=== Extracted data ===
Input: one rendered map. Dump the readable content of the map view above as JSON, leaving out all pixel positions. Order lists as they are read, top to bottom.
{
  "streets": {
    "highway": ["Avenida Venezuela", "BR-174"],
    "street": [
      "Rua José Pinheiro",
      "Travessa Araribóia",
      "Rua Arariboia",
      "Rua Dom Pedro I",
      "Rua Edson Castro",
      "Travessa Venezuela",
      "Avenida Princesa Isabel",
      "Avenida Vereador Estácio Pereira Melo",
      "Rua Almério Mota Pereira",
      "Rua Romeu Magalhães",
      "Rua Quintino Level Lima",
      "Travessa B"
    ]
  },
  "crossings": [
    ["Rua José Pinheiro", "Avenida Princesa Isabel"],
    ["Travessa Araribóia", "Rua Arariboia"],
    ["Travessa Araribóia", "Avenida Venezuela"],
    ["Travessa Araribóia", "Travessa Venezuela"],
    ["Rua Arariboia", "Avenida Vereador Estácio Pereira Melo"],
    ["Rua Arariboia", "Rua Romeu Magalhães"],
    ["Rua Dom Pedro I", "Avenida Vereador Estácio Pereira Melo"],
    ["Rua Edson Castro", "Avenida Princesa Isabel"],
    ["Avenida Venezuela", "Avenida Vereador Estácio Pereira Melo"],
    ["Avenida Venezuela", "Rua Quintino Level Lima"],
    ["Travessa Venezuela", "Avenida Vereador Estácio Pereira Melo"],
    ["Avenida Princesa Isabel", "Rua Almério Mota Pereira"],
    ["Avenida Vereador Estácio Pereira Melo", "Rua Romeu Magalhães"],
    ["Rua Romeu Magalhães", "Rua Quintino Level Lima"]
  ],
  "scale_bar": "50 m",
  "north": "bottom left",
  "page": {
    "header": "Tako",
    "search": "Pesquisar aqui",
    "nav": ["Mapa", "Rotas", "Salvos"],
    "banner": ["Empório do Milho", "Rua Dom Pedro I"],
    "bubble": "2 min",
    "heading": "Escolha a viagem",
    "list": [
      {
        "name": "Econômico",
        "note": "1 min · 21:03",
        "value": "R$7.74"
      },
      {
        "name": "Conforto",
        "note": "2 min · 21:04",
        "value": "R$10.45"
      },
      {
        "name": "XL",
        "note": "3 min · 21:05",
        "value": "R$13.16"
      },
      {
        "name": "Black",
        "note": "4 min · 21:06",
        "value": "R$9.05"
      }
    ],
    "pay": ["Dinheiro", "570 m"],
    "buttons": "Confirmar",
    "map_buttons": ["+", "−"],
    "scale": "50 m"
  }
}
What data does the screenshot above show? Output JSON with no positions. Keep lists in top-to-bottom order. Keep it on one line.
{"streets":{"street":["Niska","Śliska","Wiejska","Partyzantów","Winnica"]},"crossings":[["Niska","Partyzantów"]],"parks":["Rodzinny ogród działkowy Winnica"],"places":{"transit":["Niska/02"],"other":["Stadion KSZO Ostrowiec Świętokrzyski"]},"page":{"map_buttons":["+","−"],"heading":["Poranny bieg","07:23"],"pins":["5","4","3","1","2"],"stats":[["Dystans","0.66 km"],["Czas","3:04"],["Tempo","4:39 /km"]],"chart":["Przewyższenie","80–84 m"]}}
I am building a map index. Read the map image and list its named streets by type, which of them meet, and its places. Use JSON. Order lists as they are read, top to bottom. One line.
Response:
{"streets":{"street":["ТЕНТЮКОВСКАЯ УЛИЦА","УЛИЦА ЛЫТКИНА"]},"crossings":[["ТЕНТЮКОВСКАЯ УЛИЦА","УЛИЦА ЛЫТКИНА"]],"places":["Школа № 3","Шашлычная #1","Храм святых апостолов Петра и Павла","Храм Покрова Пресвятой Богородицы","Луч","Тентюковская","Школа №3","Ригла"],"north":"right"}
===
Copy every line from the records above that contains the word "Magalhães".

      "Rua Romeu Magalhães",
    ["Rua Arariboia", "Rua Romeu Magalhães"],
    ["Avenida Vereador Estácio Pereira Melo", "Rua Romeu Magalhães"],
    ["Rua Romeu Magalhães", "Rua Quintino Level Lima"]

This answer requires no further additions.